**THE TASK:** Copy out all the lines of the data that hold the word "function".

Stored items from a collection
#####

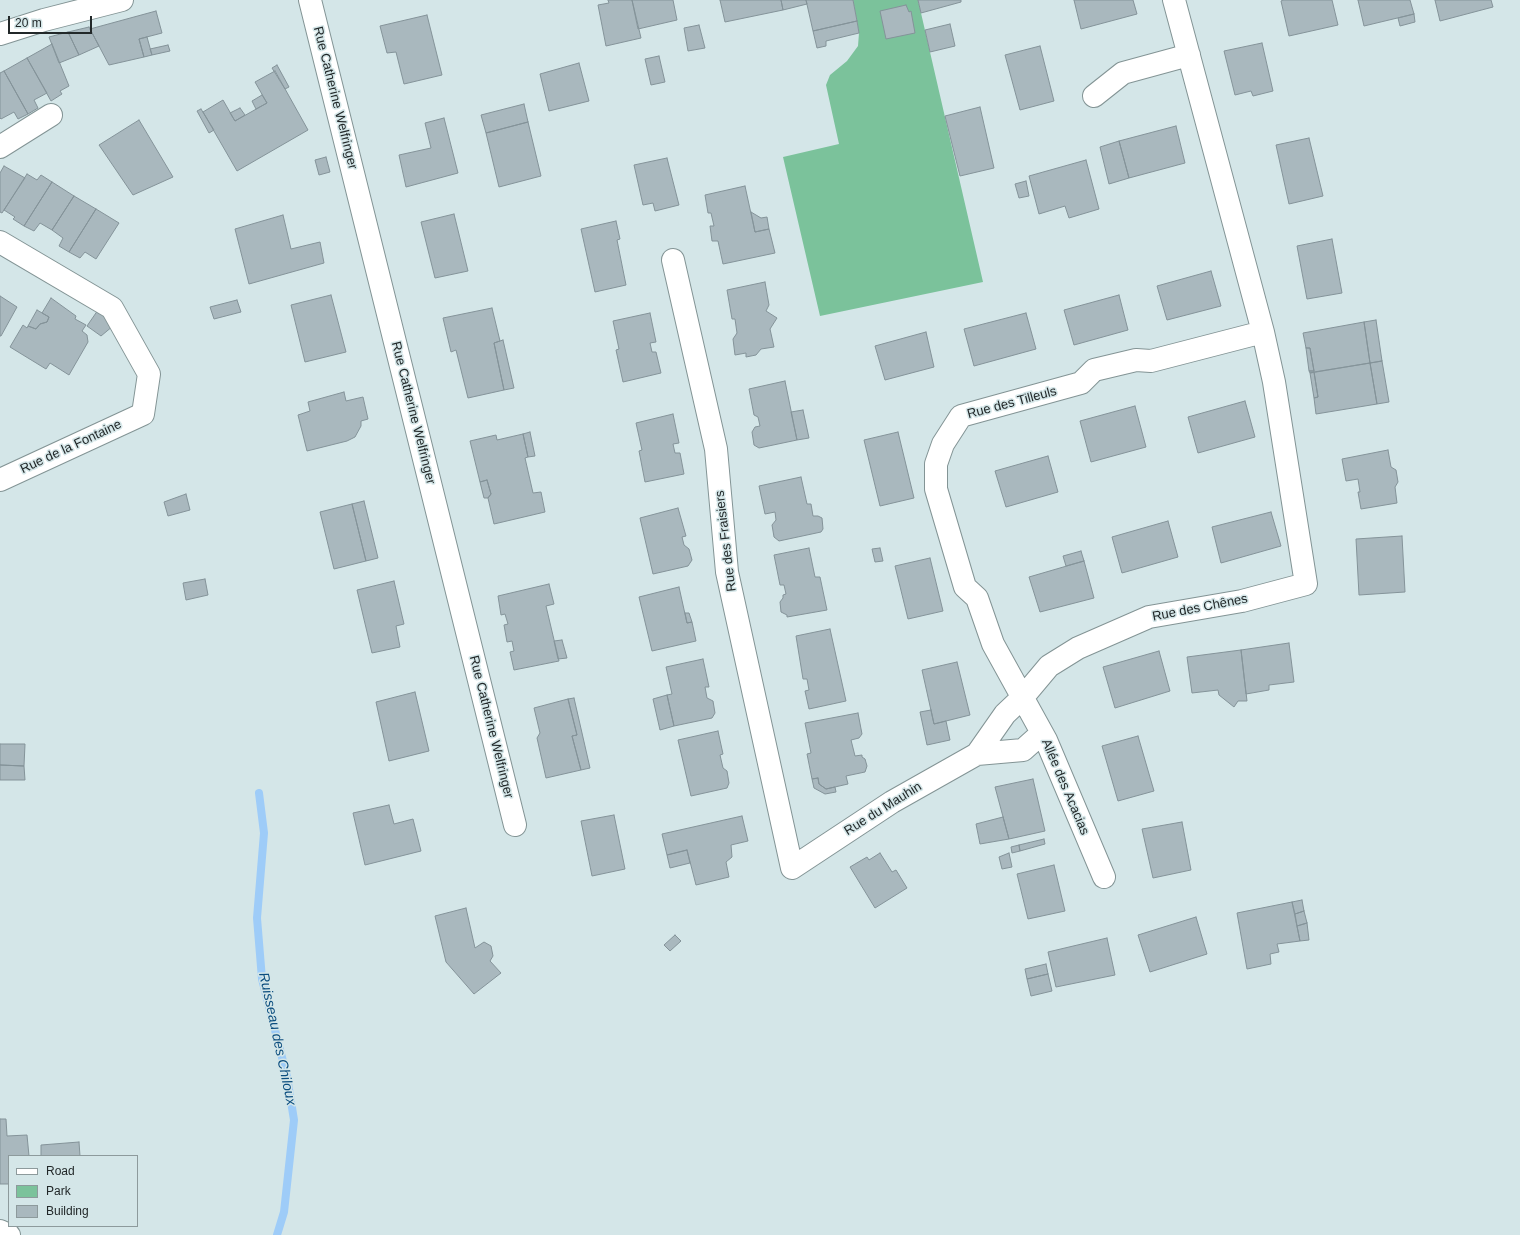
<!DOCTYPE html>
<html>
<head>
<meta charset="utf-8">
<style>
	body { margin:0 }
	#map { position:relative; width:1520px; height:1235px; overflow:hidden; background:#d4e6e8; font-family:Helvetica,sans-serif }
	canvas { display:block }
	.legend { position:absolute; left:8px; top:1155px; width:130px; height:72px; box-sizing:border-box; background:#d4e6e8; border:1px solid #8d9a9c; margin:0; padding:5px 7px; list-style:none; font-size:12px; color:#222829 }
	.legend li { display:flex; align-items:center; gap:8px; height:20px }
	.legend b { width:20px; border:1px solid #8d9a9c }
	.scale { position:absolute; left:8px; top:16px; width:84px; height:18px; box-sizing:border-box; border:2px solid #222829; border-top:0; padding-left:5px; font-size:12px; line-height:14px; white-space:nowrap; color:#222829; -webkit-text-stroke:3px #d4e6e8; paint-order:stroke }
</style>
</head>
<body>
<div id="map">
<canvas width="1520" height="1235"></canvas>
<ul class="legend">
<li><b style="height:5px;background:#fff"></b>Road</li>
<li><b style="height:11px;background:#7bc29b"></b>Park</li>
<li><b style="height:11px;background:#a9b8be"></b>Building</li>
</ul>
<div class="scale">20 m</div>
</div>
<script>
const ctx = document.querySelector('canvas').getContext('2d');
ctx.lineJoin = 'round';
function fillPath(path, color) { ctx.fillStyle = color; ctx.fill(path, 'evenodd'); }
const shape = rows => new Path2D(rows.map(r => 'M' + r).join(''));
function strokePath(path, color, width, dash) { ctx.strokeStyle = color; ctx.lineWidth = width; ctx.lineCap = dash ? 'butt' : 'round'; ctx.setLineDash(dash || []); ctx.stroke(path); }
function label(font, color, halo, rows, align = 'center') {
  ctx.font = font + ' Helvetica,sans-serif'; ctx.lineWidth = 3; ctx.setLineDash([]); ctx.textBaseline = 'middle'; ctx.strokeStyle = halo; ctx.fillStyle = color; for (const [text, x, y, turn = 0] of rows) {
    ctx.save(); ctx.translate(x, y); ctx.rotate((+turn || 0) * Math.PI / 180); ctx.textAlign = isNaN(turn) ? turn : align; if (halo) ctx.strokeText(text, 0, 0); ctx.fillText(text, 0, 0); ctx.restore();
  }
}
fillPath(shape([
	[853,0,918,0,983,282,820,316,783,157,839,144,826,85,830,75,847,61,858,46,859,33]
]), '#7bc29b');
strokePath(shape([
	[259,793,264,833,257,918,262,979,287,1077,294,1120,284,1212,277,1235]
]), '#9eccf8', 8);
const building = shape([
	[608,0,632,0,641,38,606,46,598,5,609,3,608,0],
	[632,0,673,0,677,20,638,29,632,0],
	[720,0,781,0,783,10,725,22,720,0],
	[781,0,806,0,807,4,783,10,781,0],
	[806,0,853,0,857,21,813,31,806,0],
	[918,0,961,0,961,2,921,13,918,0],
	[1074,0,1133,0,1137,14,1081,29,1074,0],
	[1283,0,1332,0,1338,25,1289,36,1281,1,1283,0],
	[1358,0,1410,0,1414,14,1364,26,1358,0],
	[1435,0,1491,0,1493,7,1440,21,1435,0],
	[906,5,909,12,911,11,915,33,886,39,880,11,906,5],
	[156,11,162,33,139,39,144,57,109,65,90,29,156,11],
	[1414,14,1415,22,1400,26,1398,18,1414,14],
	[427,15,442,75,404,84,396,52,387,53,380,26,427,15],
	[857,21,859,33,826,41,826,46,817,48,813,31,857,21],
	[950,24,955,46,930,52,925,30,950,24],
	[699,25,705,48,688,51,684,28,699,25],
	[89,27,99,46,79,55,68,32,89,27],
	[68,32,79,55,59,63,49,37,68,32],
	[147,37,152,55,144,57,139,39,147,37],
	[1262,43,1273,91,1253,96,1251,91,1235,95,1224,51,1262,43],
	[52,44,69,86,60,91,62,94,51,101,27,58,52,44],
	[168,45,170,51,152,55,150,49,168,45],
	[1040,46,1054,101,1020,110,1005,55,1040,46],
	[659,56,665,82,651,85,645,59,659,56],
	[27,58,47,93,34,100,38,108,28,114,4,71,27,58],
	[579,63,589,101,549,111,540,74,579,63],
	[277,65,289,87,285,89,272,68,277,65],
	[4,71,28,114,18,119,14,112,1,119,0,118,0,73,4,71],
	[275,71,308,130,237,171,203,112,223,100,235,121,267,103,255,82,275,71],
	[262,95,267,103,256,109,252,101,262,95],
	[524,104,528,122,486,133,481,115,524,104],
	[980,107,994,168,960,176,945,116,980,107],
	[240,108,245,115,235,121,230,113,240,108],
	[201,109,214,130,209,133,197,111,201,109],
	[444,118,458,173,406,187,399,155,431,148,425,123,444,118],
	[139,120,173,177,133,195,99,145,139,120],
	[528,122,541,176,499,187,486,133,528,122],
	[1176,126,1185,163,1129,178,1119,141,1176,126],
	[1309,138,1323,196,1289,204,1276,145,1309,138],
	[1119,141,1129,178,1109,184,1100,147,1119,141],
	[326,157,330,172,319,175,315,160,326,157],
	[667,158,679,205,655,211,653,203,643,205,634,165,667,158],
	[1086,160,1099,209,1069,218,1065,206,1039,214,1029,176,1086,160],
	[4,166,25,178,2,213,0,212,0,173,4,166],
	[27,174,37,180,41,175,52,182,24,226,13,219,15,217,4,210,27,174],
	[1026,181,1029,196,1019,198,1015,184,1026,181],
	[52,182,74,196,52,230,40,223,34,231,24,226,52,182],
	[745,186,755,232,769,229,775,253,723,264,718,241,712,241,710,226,714,226,711,213,708,213,705,195,745,186],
	[74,196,96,209,69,252,59,246,63,238,52,230,74,196],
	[96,209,119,223,96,259,85,252,80,258,69,252,96,209],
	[751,212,761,218,767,217,769,229,755,232,751,212],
	[454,214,468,271,435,278,421,222,454,214],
	[283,215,291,249,320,242,324,263,249,284,235,229,283,215],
	[616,221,620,239,617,240,626,285,595,292,581,229,616,221],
	[1332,239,1342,293,1307,299,1297,246,1332,239],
	[1211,271,1221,306,1167,320,1157,286,1211,271],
	[765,282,769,305,766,311,777,318,770,329,774,347,761,349,756,355,746,357,746,353,735,355,733,339,737,333,735,319,732,319,727,290,765,282],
	[331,295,346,352,305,362,291,305,331,295],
	[1119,295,1128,330,1074,345,1064,310,1119,295],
	[0,296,17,307,1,336,0,336,0,296],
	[51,298,76,316,75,319,86,325,82,331,87,335,88,342,69,375,50,363,46,369,10,347,23,325,27,328,28,326,36,329,40,324,47,322,49,317,42,313,51,298],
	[237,300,241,312,214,319,210,307,237,300],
	[492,308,500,341,494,343,504,390,468,398,456,350,451,352,443,318,492,308],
	[37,310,49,317,47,322,40,324,36,329,28,326,37,310],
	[98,310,106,317,113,326,101,336,87,326,98,310],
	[650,313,656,342,650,343,652,352,656,352,661,373,623,382,616,350,619,349,613,321,650,313],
	[1026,313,1036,349,974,366,964,329,1026,313],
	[1376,320,1382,361,1370,363,1364,322,1376,320],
	[1364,322,1370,363,1310,373,1309,371,1314,371,1310,348,1306,348,1303,333,1364,322],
	[926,332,934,367,885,380,875,346,926,332],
	[503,340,514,388,504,390,494,343,503,340],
	[1306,348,1310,348,1314,371,1309,371,1306,348],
	[1382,361,1389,402,1377,404,1370,363,1382,361],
	[1370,363,1377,404,1316,414,1314,398,1318,397,1314,372,1370,363],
	[1314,372,1318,397,1314,398,1310,373,1314,372],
	[785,381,797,440,759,448,754,445,752,432,755,427,760,426,758,417,754,415,749,389,785,381],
	[344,392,346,401,363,397,368,419,361,421,361,426,355,437,347,441,307,451,298,415,310,411,308,402,344,392],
	[1245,401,1255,437,1198,453,1188,417,1245,401],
	[1135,406,1146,447,1091,462,1080,421,1135,406],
	[803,410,809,438,797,440,791,412,803,410],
	[673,414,679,443,673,444,675,453,680,453,684,474,645,482,639,451,642,450,636,423,673,414],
	[530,432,535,456,528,457,523,434,530,432],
	[898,432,914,498,880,506,864,440,898,432],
	[523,434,528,457,525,458,533,493,541,492,545,512,494,524,488,498,491,494,487,480,480,482,470,441,496,435,497,440,523,434],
	[1388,450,1391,467,1396,470,1398,482,1395,487,1397,503,1361,509,1358,492,1360,492,1358,479,1346,481,1342,459,1388,450],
	[1048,456,1058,492,1006,507,995,471,1048,456],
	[801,477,807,504,811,504,813,516,818,516,822,518,823,529,821,532,779,541,774,537,772,525,776,520,775,512,765,514,759,486,801,477],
	[487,480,491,494,488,498,484,498,480,482,487,480],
	[186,494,190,510,168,516,164,502,186,494],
	[364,501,378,558,366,561,352,504,364,501],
	[352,504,366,561,334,569,320,512,352,504],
	[678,508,686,536,682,537,684,545,689,549,692,560,688,566,653,574,640,518,678,508],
	[1271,512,1281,546,1221,563,1212,527,1271,512],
	[1168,521,1178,557,1122,573,1112,537,1168,521],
	[1402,536,1405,592,1359,595,1356,539,1402,536],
	[809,548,815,577,820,577,827,610,787,617,787,615,781,612,780,602,783,598,783,595,786,594,784,585,780,585,774,555,809,548],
	[880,548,883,561,875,562,872,549,880,548],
	[1081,551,1084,561,1066,566,1063,556,1081,551],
	[930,558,943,611,908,619,895,566,930,558],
	[1084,561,1094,598,1040,612,1029,577,1084,561],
	[205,579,208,595,186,600,183,583,205,579],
	[394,581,404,624,396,626,400,647,372,653,357,590,394,581],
	[549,584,554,604,546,606,559,661,514,670,510,652,514,651,512,641,507,642,504,625,508,624,505,614,501,615,498,596,549,584],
	[679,587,687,623,692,622,696,641,652,651,639,597,679,587],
	[685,613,689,613,692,622,687,623,685,613],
	[830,629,846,701,809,709,805,691,809,690,807,679,803,679,796,636,830,629],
	[562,640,567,658,558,659,554,641,562,640],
	[1289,643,1294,682,1269,685,1269,690,1246,694,1241,650,1289,643],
	[1241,650,1247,701,1238,701,1234,707,1219,695,1218,690,1192,693,1187,657,1241,650],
	[1159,651,1170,691,1115,708,1103,667,1159,651],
	[703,659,709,687,705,687,707,698,713,701,715,713,712,718,674,726,667,695,672,694,666,667,703,659],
	[957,662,970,715,934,724,922,670,957,662],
	[415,692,429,751,389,761,376,702,415,692],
	[667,695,674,726,660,730,653,699,667,695],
	[574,698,590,768,581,770,572,736,577,735,568,699,574,698],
	[568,699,577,735,572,736,581,770,546,778,537,738,540,733,534,708,568,699],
	[931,710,934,724,946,721,950,740,927,745,920,712,931,710],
	[858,713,862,734,859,738,851,740,855,756,862,755,862,757,865,759,867,766,865,772,846,776,848,784,826,789,819,784,818,778,812,779,807,754,811,753,805,723,858,713],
	[718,731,723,754,720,755,723,768,727,771,729,783,727,788,691,796,678,740,718,731],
	[1138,736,1154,791,1118,801,1102,746,1138,736],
	[0,744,25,744,24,766,0,765,0,744],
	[0,765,24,766,25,780,0,780,0,765],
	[818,778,819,784,826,789,835,787,836,792,825,794,814,788,812,779,818,778],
	[1033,779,1045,831,1009,839,995,787,1033,779],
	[389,805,394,824,413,819,421,851,365,865,353,813,389,805],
	[614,815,625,869,592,876,581,821,614,815],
	[742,816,748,841,731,845,732,857,726,862,729,877,696,885,687,850,667,855,662,834,742,816],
	[1003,817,1009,839,980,844,976,824,1003,817],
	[1182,822,1191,870,1153,878,1142,829,1182,822],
	[1044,839,1045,844,1020,851,1019,845,1044,839],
	[1019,845,1020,851,1012,853,1011,847,1019,845],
	[687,850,690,863,670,868,667,855,687,850],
	[880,853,892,872,896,870,907,888,875,908,850,867,867,857,869,860,880,853],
	[1009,853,1012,867,1002,869,999,857,1009,853],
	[1054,865,1065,911,1028,919,1017,874,1054,865],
	[1302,900,1304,911,1295,914,1292,902,1302,900],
	[1292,902,1300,941,1277,944,1279,952,1270,954,1271,964,1247,969,1237,913,1292,902],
	[466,908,475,948,484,942,491,946,493,956,490,961,501,973,474,994,446,962,435,916,466,908],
	[1304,911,1307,923,1297,926,1295,914,1304,911],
	[1196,917,1207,954,1150,972,1138,935,1196,917],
	[1307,923,1309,940,1300,941,1297,926,1307,923],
	[675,935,681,941,670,951,664,945,675,935],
	[1107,938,1115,975,1056,987,1048,952,1107,938],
	[1046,964,1048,974,1027,979,1025,969,1046,964],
	[1048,974,1052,991,1031,996,1027,979,1048,974],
	[0,1119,6,1119,7,1136,27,1135,29,1156,9,1156,9,1184,0,1184,0,1119],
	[79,1142,80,1156,41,1156,41,1145,79,1142]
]);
fillPath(building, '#a9b8be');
strokePath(building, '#849399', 1);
const minor = shape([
	[310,0,515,825],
	[0,34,44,20,122,0],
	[1094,96,1123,73,1189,55],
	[0,147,51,115],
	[0,242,112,308,149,374,143,414,0,480],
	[673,260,716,449,727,572,792,868,892,802,977,754,1023,750,1042,733],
	[977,754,1005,714,1023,697,1049,666,1078,648,1149,617,1242,601,1306,584,1274,382,1263,332,1174,0],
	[1104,877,1046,740,993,644,977,598,965,587,936,489,936,464,943,444,961,416,1081,383,1094,370,1136,360,1151,361,1263,332],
	[0,1231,9,1235]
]);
strokePath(minor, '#839495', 24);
strokePath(minor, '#fff', 22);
label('13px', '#222829', '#d4e6e8', [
	["Rue Catherine Welfringer",335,98,76],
	["Rue des Tilleuls",1012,403,-15],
	["Rue Catherine Welfringer",413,413,76],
	["Rue de la Fontaine",71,447,-25],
	["Rue des Fraisiers",726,541,-97],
	["Rue des Chênes",1200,608,-11],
	["Rue Catherine Welfringer",491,727,76],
	["Allée des Acacias",1065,787,67],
	["Rue du Mauhin",883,809,-32]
]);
label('italic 14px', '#0c4e7f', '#d4e6e8', [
	["Ruisseau des Chiloux",277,1039,78]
]);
</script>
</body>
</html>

#####

**WRITTEN ANSWER:**
function fillPath(path, color) { ctx.fillStyle = color; ctx.fill(path, 'evenodd'); }
function strokePath(path, color, width, dash) { ctx.strokeStyle = color; ctx.lineWidth = width; ctx.lineCap = dash ? 'butt' : 'round'; ctx.setLineDash(dash || []); ctx.stroke(path); }
function label(font, color, halo, rows, align = 'center') {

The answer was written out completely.